Dartmouth's collections are among the oldest and largest of any college or university in the country, but it was not until the Charles Moore–designed Hood Museum of Art opened its doors in 1985 that they were all housed under one roof and made available to faculty, students, and the public. The Hood Museum's collections are drawn from a broad range of cultures and historical periods and represent a remarkable educational asset for both Dartmouth and the communities of the Upper Valley region of New Hampshire and Vermont. Among the museum's most important holdings are six Assyrian stone reliefs from the palace of Ashurnasirpal II (about 900 BCE) and the remarkable fresco by José Clemente Orozco titled The Epic of American Civilization (1932–34), which is now a National Historic Landmark.
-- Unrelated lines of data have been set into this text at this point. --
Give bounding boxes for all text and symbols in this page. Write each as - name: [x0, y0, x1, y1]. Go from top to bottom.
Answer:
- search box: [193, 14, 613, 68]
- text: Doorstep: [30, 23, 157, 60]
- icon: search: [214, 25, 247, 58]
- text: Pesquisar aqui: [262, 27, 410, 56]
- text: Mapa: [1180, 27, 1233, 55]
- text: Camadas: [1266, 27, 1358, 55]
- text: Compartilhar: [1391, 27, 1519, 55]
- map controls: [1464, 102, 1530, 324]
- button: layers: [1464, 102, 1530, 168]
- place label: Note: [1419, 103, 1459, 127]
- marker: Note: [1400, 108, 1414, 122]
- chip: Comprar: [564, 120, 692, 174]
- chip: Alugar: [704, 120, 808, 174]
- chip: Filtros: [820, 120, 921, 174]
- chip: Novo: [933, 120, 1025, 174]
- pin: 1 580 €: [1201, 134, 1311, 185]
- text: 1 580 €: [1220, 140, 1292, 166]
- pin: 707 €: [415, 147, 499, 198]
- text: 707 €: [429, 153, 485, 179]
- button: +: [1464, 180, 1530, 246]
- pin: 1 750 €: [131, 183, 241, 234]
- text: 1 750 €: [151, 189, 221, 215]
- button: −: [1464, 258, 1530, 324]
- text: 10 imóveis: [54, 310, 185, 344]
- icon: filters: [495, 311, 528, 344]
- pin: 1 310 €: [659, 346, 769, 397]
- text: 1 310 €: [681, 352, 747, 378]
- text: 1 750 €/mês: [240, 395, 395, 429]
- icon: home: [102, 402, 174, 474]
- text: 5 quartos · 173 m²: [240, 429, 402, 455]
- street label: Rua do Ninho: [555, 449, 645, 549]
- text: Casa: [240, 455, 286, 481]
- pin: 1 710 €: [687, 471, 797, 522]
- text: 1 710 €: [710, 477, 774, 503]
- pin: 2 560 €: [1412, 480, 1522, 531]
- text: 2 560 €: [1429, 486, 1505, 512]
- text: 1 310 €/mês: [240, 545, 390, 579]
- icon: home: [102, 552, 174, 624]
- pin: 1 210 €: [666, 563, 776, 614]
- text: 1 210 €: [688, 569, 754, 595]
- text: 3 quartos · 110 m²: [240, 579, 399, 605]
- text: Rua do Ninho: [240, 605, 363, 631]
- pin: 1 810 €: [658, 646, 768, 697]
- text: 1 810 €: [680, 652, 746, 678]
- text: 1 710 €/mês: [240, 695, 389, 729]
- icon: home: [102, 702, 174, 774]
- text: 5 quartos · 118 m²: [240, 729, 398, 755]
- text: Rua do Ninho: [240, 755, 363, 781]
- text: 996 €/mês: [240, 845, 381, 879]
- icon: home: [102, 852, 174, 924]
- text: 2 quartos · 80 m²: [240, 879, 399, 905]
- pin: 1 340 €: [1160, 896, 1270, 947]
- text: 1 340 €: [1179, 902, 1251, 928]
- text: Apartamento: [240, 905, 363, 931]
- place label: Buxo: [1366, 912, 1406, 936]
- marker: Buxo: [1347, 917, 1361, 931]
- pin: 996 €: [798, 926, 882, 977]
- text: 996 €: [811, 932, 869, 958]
The 65,000 objects in the museum's care represent the diverse artistic traditions of six continents, including, broadly, Native American, European and American, Asian, Indigenous Australian, African, and Melanesian art. The museum collects, preserves, and makes available for interpretation these works in the public trust and for the benefit of all.
In early 2019, the Hood Museum concluded a physical expansion and renovation project, as well as a reinvigoration of what it does and how it does it. With architects Tod Williams and Billie Tsien and their team, as well as colleagues in the Dartmouth President's, Provost's, and Campus Planning Offices, the Hood Museum of Art staff immersed itself in this purpose-driven building project, which renewed this thirty-five-year-old institution on a campus that turned 250 in 2019.
Harvey P. Hood: Our Founding Benefactor
A longtime trustee of Dartmouth College and a friend and advisor to three Dartmouth presidents, Harvey P. Hood, Class of 1918, endorsed the view that an education must include exposure to the full breadth of human knowledge and experience for the fullness of human potential to be realized. As a distinguished businessman, a loyal and active alumnus, and a supporter of the arts, Harvey Hood exemplified this ideal in his own life. The generous gifts of Harvey P. Hood and his wife, Barbara C. Hood, along with gifts from the Hood family and from other friends of the arts at Dartmouth, have made this museum possible.